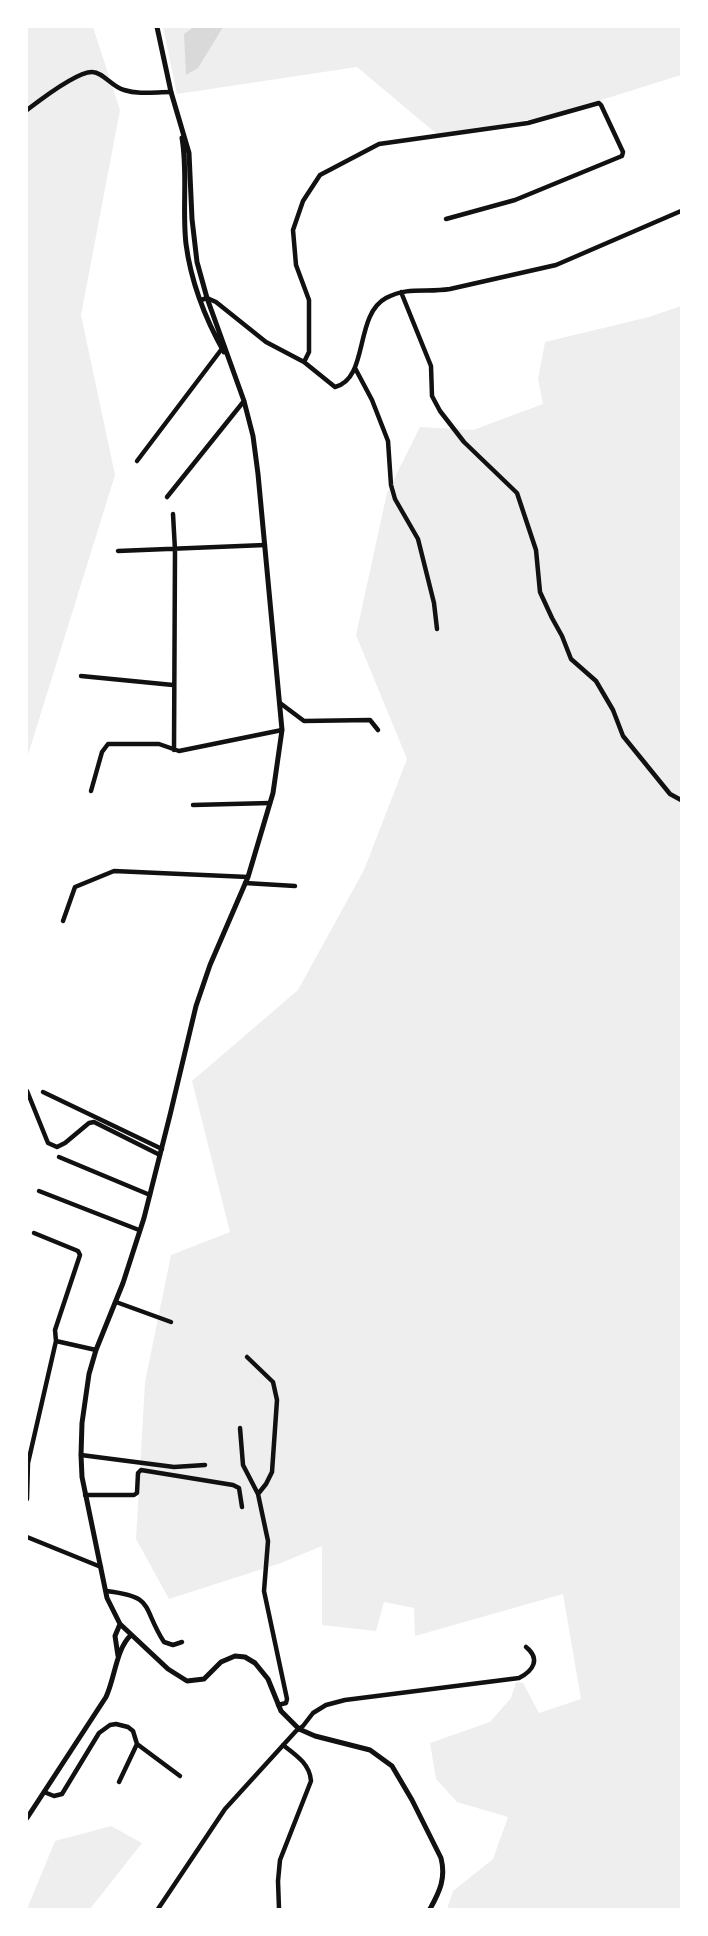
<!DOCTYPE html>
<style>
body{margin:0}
#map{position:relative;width:708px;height:1936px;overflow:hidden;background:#fff;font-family:Overpass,sans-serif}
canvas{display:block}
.frame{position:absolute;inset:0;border:28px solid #fff;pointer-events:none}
</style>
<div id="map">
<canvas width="708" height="1936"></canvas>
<div class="frame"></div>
</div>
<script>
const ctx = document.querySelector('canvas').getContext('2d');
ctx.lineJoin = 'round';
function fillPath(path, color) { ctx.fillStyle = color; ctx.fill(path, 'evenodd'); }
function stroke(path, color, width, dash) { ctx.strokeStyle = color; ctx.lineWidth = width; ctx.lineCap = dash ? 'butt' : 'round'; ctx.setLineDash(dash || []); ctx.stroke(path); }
const green = new Path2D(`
 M27 27H93L120 110 81 315 115 475 27 758Z
 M163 27H681V75L550 116 438 135 357 67 177 94Z
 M681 306V1909H447L453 1891 493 1859 508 1817 457 1802 436 1779 430 1743 490 1722 511 1698 516 1682 523 1683 539 1713 581 1699 563 1594 415 1636 414 1608 384 1602 376 1631 322 1625V1546L281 1563 169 1599 136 1539 145 1382 171 1255 230 1232 192 1081 298 990 364 870 407 759 356 635 387 493 420 427 473 430 543 404 538 379 545 342 649 317Z
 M111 1826 142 1843 90 1909H27L55 1841Z`);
const water = new Path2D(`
 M194 27H223L198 68 186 75 184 34Z`);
const minor = new Path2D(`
 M27 110C40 100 76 72 92 72 103 72 112 87 124 90 139 95 155 92 171 92
 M401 292 431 366 432 396 440 411 464 442 517 493 536 550 540 592 552 618 562 636 571 659 596 681 613 710 623 736 670 794 681 800
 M201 300 207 298 216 302 266 342 304 362 335 387C369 379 354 315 386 298 409 286 426 293 450 289L556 265 681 211
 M304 362 309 352V300L296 265 293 230 303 201 320 175 379 144 528 123 599 103 601 105 623 152 622 156 515 200 446 219
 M355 368 372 400 388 441 391 485 395 499 418 539 434 603 437 629
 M137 461 224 346
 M167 497 244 401
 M173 514 175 550 174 750
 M118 551 265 545
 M81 676 173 685
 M280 703 304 721 370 720 378 730
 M91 791 102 752 108 744H159L179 751 282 730
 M193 805 270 803
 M245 883 295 886
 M63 921 75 887 114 871 248 877
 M27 1091 48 1143 57 1147 65 1143 89 1123 94 1122 160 1155
 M43 1092 162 1149
 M59 1157 150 1195
 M39 1191 139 1230
 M116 1302 171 1322
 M56 1341 96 1350
 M247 1357 273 1382 277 1400 272 1472 266 1484 258 1494
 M240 1428 243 1465 258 1494 268 1541 264 1591 287 1699 286 1703 278 1705
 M81 1455 174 1467 205 1465
 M85 1495H134L137 1493 138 1473 141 1470 233 1485 239 1488 242 1507
 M27 1499 28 1463 56 1341 55 1330 80 1255 78 1251 34 1233
 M27 1537 101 1567
 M106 1591C156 1597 141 1606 164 1642L173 1645 182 1642
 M137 1744 180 1776
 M44 1792 54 1796 62 1794 99 1733 110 1725 116 1724 128 1727 133 1731 137 1744 119 1782
 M158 1909 225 1809 296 1731 303 1726 313 1713 326 1705 345 1700 519 1678C533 1671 541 1659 526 1647
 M279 1909 278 1881 280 1860 311 1781C310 1764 296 1755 283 1745`);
const tertiary = new Path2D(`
 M157 27 171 92 189 153 192 219 197 262 207 298 244 401 253 436 258 474 282 730 273 793 248 877 210 965 196 1006 170 1115 144 1218 123 1283 96 1350 89 1374 82 1423 81 1455 82 1477 107 1598 120 1624 168 1669 187 1681 204 1679 221 1662 235 1656 245 1657 255 1663 268 1679 281 1711 299 1729 315 1736 370 1750 392 1766 412 1800 441 1858C446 1878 440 1891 430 1909
 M182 138C188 173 182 209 186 244 191 282 206 320 224 352
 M118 1656 115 1636 120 1624
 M27 1818 106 1697C115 1678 116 1649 131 1635`);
fillPath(green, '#eee');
fillPath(water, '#d9d9d9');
stroke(minor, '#111', 4.5);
stroke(tertiary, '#111', 5);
</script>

◆ ASSIGNMENT
Which lines of the listing contain the string "canvas"? Copy every one of them.

◆ PROBLEM SOLUTION
canvas{display:block}
<canvas width="708" height="1936"></canvas>
const ctx = document.querySelector('canvas').getContext('2d');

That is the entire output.